Matt Cimber’s The Witch who Came from the Sea has the feeling of an elusively personal testament, both by the director and its lead actress Millie Perkins, and of a fragmented investigation into masculinity – the film has its lumpy aspects, while delivering some effective horror-genre body-violation shocks, but also succeeds in elevating the protagonist’s underlying trauma into more than just a hollow motivation for plot mechanics. The film starts with Perkins’ Molly and her two nephews on a largely deserted beach, revisiting an old, disputed family myth of her seafaring father who (perhaps) went lost at sea – she notices some muscle-bound guys exercising nearby, and the film follows her into erotic reverie, hungrily lapping up their physicality. Not long after that, in a sequence placed as fantasy but immediately seeming too behaviorally specific and physically vivid to be only that, she’s with the two guys in a bondage-heavy threesome that soon turns nasty (it’s intriguing how matter-of-factly the camera observes her own partial nudity compared with that of the men), and from there the film navigates between other fraught, can-come-to-no-good encounters with other predatory men, her genuine (almost desperate-seeming) love for her nephews, and an eccentric but seemingly well-balanced live-in relationship with her older employer. The film’s title is metaphoric – Molly isn’t conceived as a supernatural being – but it’s true to the protagonist’s disturbing lack of naturalism: Perkins cleverly moves through a range of different registers - seductiveness, anger, affection – while suggesting they’re all guises of sorts, based in destabilizing past experiences, and Cimber accordingly keeps the viewer nicely off balance regarding the reliability or sequencing of what we’re witnessing. Some aspects – such as the seafaring mythology and Molly’s preoccupation with men seen on television – count for less than may have been intended, and the film is hardly polished, but the rather plaintive ending pulls together its intriguing dynamics, allowing Molly a tenderly forgiving final note, facilitated by the transgressive behaviour of those closest to her.

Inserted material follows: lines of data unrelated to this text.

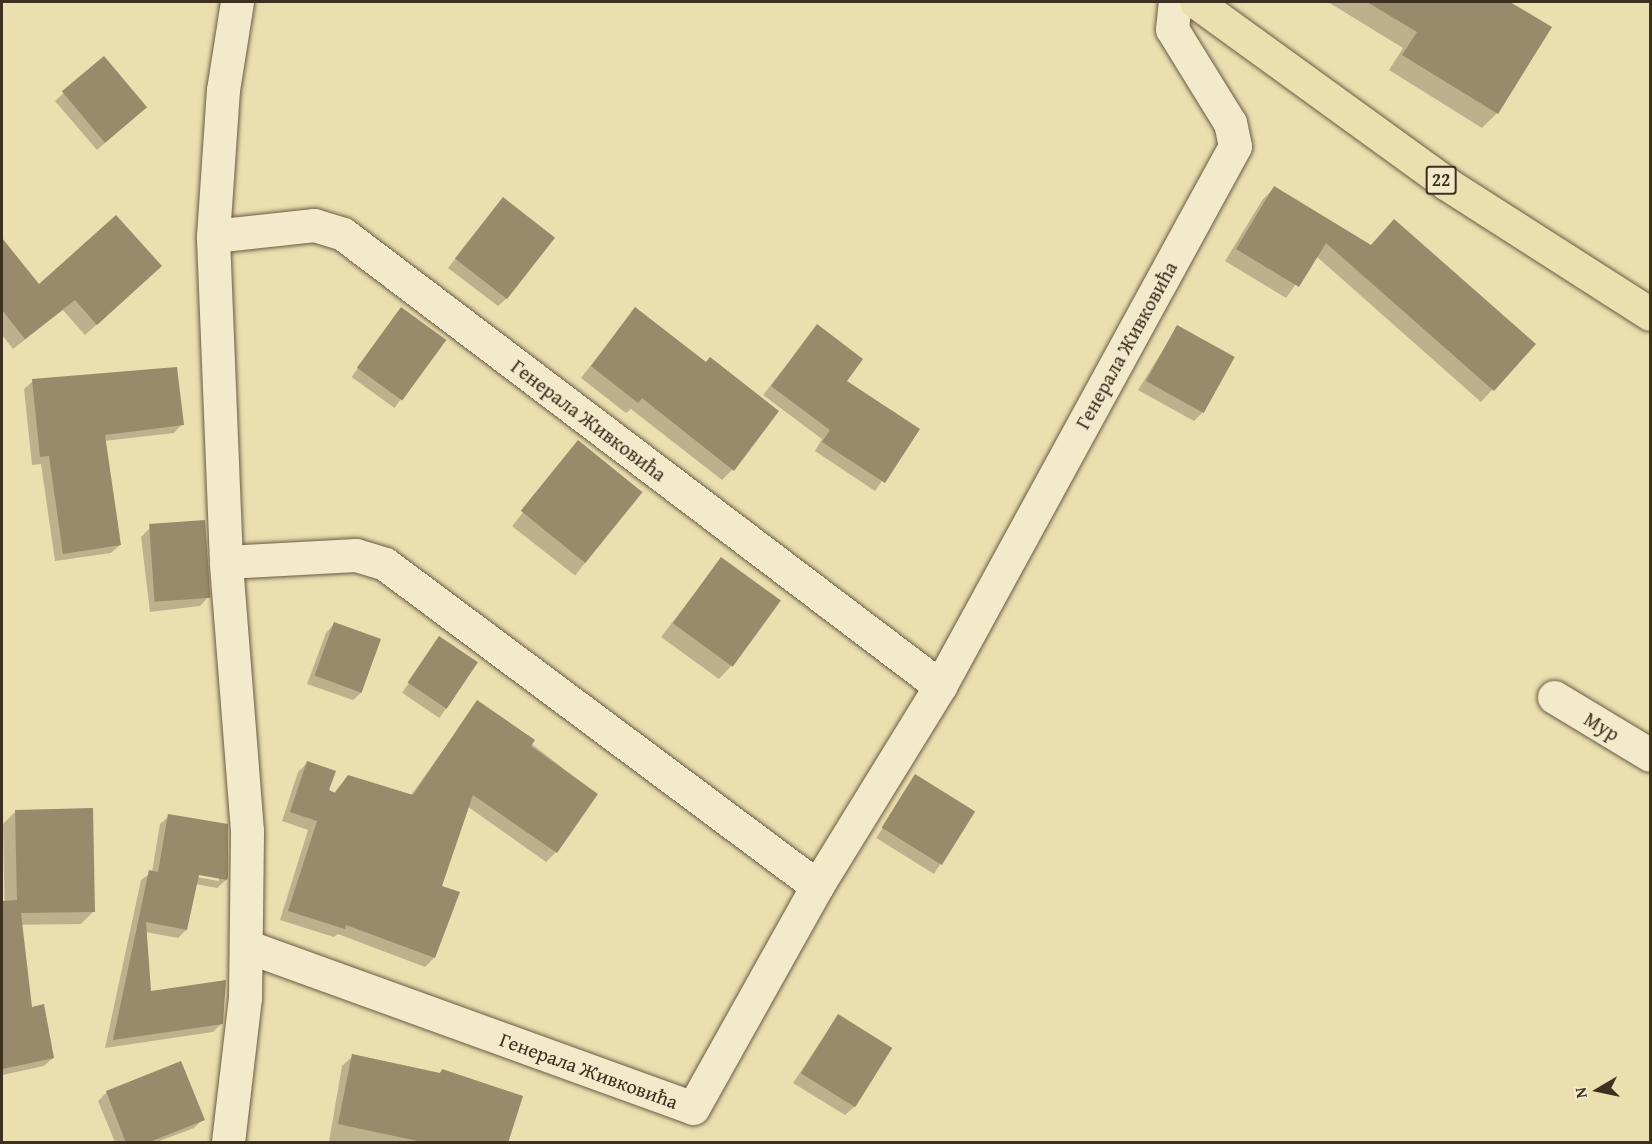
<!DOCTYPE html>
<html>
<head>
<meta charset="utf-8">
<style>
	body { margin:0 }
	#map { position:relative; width:1652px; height:1144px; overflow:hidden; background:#ebdeaf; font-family:"Gentium Book Plus",serif }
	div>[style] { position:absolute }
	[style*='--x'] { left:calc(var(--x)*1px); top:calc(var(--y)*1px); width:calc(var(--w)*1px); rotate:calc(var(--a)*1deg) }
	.shadow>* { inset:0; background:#0003; transform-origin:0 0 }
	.building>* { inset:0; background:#988a6a; transform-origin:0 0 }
	.roads { filter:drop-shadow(0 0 2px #695c44) drop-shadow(0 0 2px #695c44) }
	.minor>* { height:33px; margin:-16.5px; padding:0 16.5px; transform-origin:16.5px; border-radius:16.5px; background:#f2eacb }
	.primary>* { height:33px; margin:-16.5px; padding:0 16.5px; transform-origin:16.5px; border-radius:16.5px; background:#ebdeaf }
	span { translate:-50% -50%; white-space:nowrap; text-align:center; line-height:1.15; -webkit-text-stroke:6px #f2eacb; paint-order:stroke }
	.shield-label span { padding:2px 4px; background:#f2eacb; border:2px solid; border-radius:4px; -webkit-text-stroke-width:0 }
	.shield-label { font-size:18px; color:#3e3020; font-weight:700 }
	.street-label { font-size:20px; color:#3e3020 }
	.frame { position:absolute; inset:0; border:3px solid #3e3020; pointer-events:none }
	.north { position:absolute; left:1568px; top:1060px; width:60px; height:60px; -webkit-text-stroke:4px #f2eacb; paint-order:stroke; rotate:261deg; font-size:16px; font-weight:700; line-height:24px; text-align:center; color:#3e3020 }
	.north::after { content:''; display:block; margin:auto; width:21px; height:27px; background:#3e3020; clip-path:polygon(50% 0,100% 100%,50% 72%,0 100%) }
</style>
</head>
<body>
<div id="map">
	<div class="shadow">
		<div style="clip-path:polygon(1328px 2px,1507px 2px,1550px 28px,1497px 113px,1482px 128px,1389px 70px,1403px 48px)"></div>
		<div style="clip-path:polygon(103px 58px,137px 115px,97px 150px,55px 101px)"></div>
		<div style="clip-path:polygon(1275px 188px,1534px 344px,1481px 402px,1316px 256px,1286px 298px,1225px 261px,1263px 199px)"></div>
		<div style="clip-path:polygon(503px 199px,507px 298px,498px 306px,448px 268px)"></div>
		<div style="clip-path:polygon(15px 256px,39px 287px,149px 277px,85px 335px,63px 310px,13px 349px,2px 335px,2px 267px)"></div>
		<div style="left:401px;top:309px;width:53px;height:84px;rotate:36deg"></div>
		<div style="clip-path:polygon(635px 309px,732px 470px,722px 480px,631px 409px,626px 413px,581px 378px)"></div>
		<div style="clip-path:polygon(817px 326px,845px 382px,918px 429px,875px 491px,815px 451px,822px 439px,763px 395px)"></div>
		<div style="clip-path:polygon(1178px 326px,1202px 413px,1194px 421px,1138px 390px)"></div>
		<div style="clip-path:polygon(33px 381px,182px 424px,174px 433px,104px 441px,120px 545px,111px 553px,55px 561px,41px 464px,32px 465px,24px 389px)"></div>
		<div style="left:578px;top:442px;width:80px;height:107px;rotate:38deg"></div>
		<div style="clip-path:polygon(150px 528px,208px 597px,200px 606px,150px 612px,141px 537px)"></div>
		<div style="clip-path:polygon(721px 559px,731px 666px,719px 679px,661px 637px)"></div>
		<div style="clip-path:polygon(334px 624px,362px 692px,353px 700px,307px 684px,326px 633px)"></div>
		<div style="left:439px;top:638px;width:45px;height:66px;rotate:34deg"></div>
		<div style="clip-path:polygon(478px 702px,596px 794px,556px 852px,546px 862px,467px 806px,440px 887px,458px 893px,434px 958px,425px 967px,338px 934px,334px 937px,280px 920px,308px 830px,282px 821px,298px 772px,307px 763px,333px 794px,348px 776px,411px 795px)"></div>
		<div style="left:915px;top:776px;width:68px;height:73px;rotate:32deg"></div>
		<div style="clip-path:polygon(16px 811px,94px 911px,81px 924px,5px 925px,3px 824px)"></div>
		<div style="clip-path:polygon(evenodd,169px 816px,226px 880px,217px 888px,195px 884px,186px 930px,178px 938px,145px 932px,150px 992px,222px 1023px,213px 1032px,105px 1048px,141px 880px,152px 872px,160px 824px,169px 816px,192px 873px,219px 878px,219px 881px,191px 876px,192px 873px)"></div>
		<div style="clip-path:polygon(2px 944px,29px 990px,31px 1008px,53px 1058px,44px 1066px,2px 1075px)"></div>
		<div style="clip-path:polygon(838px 1016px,854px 1107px,845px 1115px,793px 1083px)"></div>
		<div style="clip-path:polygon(353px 1056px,439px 1074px,442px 1071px,506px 1142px,329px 1142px,342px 1066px)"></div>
		<div style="clip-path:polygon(107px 1092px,203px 1119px,194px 1128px,157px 1142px,115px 1142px,98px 1101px)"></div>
	</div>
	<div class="building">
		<div style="clip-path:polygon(1367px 2px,1510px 2px,1552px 27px,1498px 114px,1402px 55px,1417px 32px)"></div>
		<div style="left:104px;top:56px;width:67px;height:55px;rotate:50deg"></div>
		<div style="clip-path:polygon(1274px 186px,1371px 245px,1394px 219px,1536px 344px,1494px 391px,1326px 243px,1299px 287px,1236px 249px)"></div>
		<div style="left:503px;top:197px;width:66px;height:78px;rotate:38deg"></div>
		<div style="clip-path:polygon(116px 215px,162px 266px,97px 325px,75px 300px,25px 339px,2px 310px,2px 238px,39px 284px)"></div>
		<div style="left:401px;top:307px;width:56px;height:75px;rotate:36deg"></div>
		<div style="clip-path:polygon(635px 307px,706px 362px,710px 357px,779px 411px,734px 471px,642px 398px,638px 403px,591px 366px)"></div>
		<div style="clip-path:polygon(817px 324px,863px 359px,847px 381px,920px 429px,885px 483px,822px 442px,830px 430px,771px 386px)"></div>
		<div style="left:1177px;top:325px;width:66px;height:64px;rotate:29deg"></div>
		<div style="clip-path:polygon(177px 367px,184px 425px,105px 435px,121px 545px,63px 554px,49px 456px,40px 457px,32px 379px)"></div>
		<div style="left:578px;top:440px;width:83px;height:91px;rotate:39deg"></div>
		<div style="left:205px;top:520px;width:78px;height:56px;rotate:86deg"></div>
		<div style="left:721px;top:557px;width:74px;height:82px;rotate:36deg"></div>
		<div style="left:334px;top:622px;width:50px;height:57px;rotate:20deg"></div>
		<div style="left:439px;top:636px;width:47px;height:56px;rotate:34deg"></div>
		<div style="clip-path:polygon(477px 700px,535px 740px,531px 746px,598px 794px,557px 853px,473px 795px,442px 886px,460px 892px,435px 958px,346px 925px,345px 929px,288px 911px,317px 821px,290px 812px,307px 761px,336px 771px,329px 790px,335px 793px,348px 775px,413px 795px)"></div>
		<div style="left:915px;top:774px;width:71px;height:63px;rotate:32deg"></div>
		<div style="clip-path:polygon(93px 808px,95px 912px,21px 913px,32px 1007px,44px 1004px,54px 1058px,2px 1069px,2px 901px,17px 900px,15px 810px)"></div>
		<div style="clip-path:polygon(168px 814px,228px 824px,228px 877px,227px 880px,199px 875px,187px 930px,146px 922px,151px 991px,226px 980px,223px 1024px,113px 1040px,149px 870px,158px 872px)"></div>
		<div style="left:838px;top:1014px;width:64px;height:70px;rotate:32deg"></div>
		<div style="clip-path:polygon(352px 1054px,440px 1073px,442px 1069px,523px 1096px,508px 1143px,427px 1143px,338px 1124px)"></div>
		<div style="clip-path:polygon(181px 1061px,205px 1120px,147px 1143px,126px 1143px,106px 1091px)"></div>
	</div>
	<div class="roads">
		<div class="minor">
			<div style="--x:213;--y:236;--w:102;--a:-6.2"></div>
			<div style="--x:314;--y:225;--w:30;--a:17"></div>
			<div style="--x:343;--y:234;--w:749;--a:37.13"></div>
			<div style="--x:226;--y:562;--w:130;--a:-3.1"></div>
			<div style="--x:356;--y:555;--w:30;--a:17"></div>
			<div style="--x:385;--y:564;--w:539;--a:36.7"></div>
			<div style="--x:1554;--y:697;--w:112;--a:31.1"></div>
			<div style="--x:246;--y:946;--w:475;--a:19.9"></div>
			<div style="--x:693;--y:1108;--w:254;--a:-60.8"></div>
			<div style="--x:817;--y:886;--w:235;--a:-58.4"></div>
			<div style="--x:940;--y:686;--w:615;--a:-61.35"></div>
			<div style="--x:1235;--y:146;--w:24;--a:-102"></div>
			<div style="--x:1230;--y:123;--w:110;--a:-121.7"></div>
			<div style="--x:1172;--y:29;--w:27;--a:-84"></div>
			<div style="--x:228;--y:1142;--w:145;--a:-83.3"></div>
			<div style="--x:245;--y:998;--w:167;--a:-89.3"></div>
			<div style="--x:247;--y:831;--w:270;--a:-94.5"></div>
			<div style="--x:226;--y:562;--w:326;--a:-92.3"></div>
			<div style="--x:213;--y:236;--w:146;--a:-86.1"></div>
			<div style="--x:223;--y:90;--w:89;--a:-81"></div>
		</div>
		<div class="primary">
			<div style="--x:1196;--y:2;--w:310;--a:35.9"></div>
			<div style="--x:1447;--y:184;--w:241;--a:32.6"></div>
		</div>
	</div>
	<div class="shield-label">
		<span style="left:1441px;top:180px">22</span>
	</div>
	<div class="street-label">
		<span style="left:1126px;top:345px;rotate:-61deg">Генерала Живковића</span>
		<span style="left:589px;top:420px;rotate:37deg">Генерала Живковића</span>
		<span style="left:1602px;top:726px;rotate:31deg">Мур</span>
		<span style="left:589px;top:1070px;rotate:20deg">Генерала Живковића</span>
	</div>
	<div class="frame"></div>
	<div class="north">N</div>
</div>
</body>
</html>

Thursday, November 5, 2020

Noroit (Jacques Rivette, 1976)

 

In Jacques Rivette’s original conception, Noroit would have been one of a four-film series of linked Scenes de la vie parallele. In the event, only two of the films were made (Duelle was the other) and the film is most likely to be viewed now in the shadow of Rivette’s towering achievement of a few years earlier, Celine and Julie Go Boating. Noroit shares many characteristics of that film – a focus on two women, a situation that clearly can’t be taken “realistically,” unexplained incursions of pure fantasy, to name just a few. But it’s also explicitly an “adventure film,” one of Rivette’s most physical works, with much gunplay and fighting (although of an abstract, stylized variety), scenes of heavy lifting, and Bernadette Lafont strutting around in some outrageous costumes, and unlike Celine and Julie, the two central women here are adversaries, with Morag (Geraldine Chaplin) working as a bodyguard for pirate queen Giulia (Lafont) while plotting to kill her for revenge. If the film often feels like heavier going than Celine and Julie, that might be seen in part as an appropriate reflection of the subject matter and the stakes (it also reflects the explicit citations of a 17th century text, The Revengers’ Tragedy, giving the film a foothold in classically disciplined theatricality). But it does mean that it becomes most satisfying in its final stretch, as it takes on the sense of trying to escape its bonds – dialogue yields to dance, the image flashes to black and white or to red as if the cinematic apparatus itself were becoming unstable, and one character demonstrates both previously unsuspected magical powers and the capacity to replicate herself. It’s hard to imagine that Noroit is anyone’s favourite Rivette film, but it’s as absorbingly singular as any of them, in no way denying the validity of traditional pleasures, but incapable of presenting them passively or unquestioningly (even something as usually inherently “backgrounded” as soundtrack music is elevated here, several scenes showing us that the musicians are right there with the actors).